++++ Provided entries

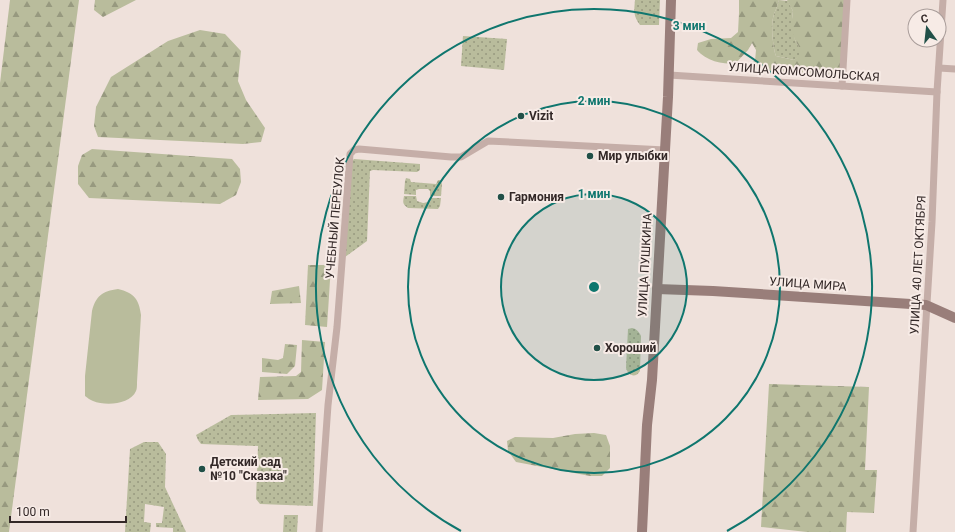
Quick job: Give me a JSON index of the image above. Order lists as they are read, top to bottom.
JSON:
{
  "streets": {
    "main road": ["УЛИЦА ПУШКИНА", "УЛИЦА МИРА"],
    "street": ["УЛИЦА КОМСОМОЛЬСКАЯ", "УЧЕБНЫЙ ПЕРЕУЛОК", "УЛИЦА 40 ЛЕТ ОКТЯБРЯ"]
  },
  "crossings": [
    ["УЛИЦА КОМСОМОЛЬСКАЯ", "УЛИЦА ПУШКИНА"],
    ["УЛИЦА КОМСОМОЛЬСКАЯ", "УЛИЦА 40 ЛЕТ ОКТЯБРЯ"],
    ["УЧЕБНЫЙ ПЕРЕУЛОК", "УЛИЦА ПУШКИНА"],
    ["УЛИЦА ПУШКИНА", "УЛИЦА МИРА"],
    ["УЛИЦА 40 ЛЕТ ОКТЯБРЯ", "УЛИЦА МИРА"]
  ],
  "places": [
    "Vizit",
    "Мир улыбки",
    "Гармония",
    "Хороший",
    "Детский сад №10 \"Сказка\""
  ],
  "scale_bar": "100 m",
  "north": "top",
  "rings": ["3 мин", "2 мин", "1 мин"]
}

++++++++

Requirement: Repeat the data above exactly, but not the pictures.

Solution:
Quick job: Give me a JSON index of the image above. Order lists as they are read, top to bottom.
JSON:
{
  "streets": {
    "main road": ["УЛИЦА ПУШКИНА", "УЛИЦА МИРА"],
    "street": ["УЛИЦА КОМСОМОЛЬСКАЯ", "УЧЕБНЫЙ ПЕРЕУЛОК", "УЛИЦА 40 ЛЕТ ОКТЯБРЯ"]
  },
  "crossings": [
    ["УЛИЦА КОМСОМОЛЬСКАЯ", "УЛИЦА ПУШКИНА"],
    ["УЛИЦА КОМСОМОЛЬСКАЯ", "УЛИЦА 40 ЛЕТ ОКТЯБРЯ"],
    ["УЧЕБНЫЙ ПЕРЕУЛОК", "УЛИЦА ПУШКИНА"],
    ["УЛИЦА ПУШКИНА", "УЛИЦА МИРА"],
    ["УЛИЦА 40 ЛЕТ ОКТЯБРЯ", "УЛИЦА МИРА"]
  ],
  "places": [
    "Vizit",
    "Мир улыбки",
    "Гармония",
    "Хороший",
    "Детский сад №10 \"Сказка\""
  ],
  "scale_bar": "100 m",
  "north": "top",
  "rings": ["3 мин", "2 мин", "1 мин"]
}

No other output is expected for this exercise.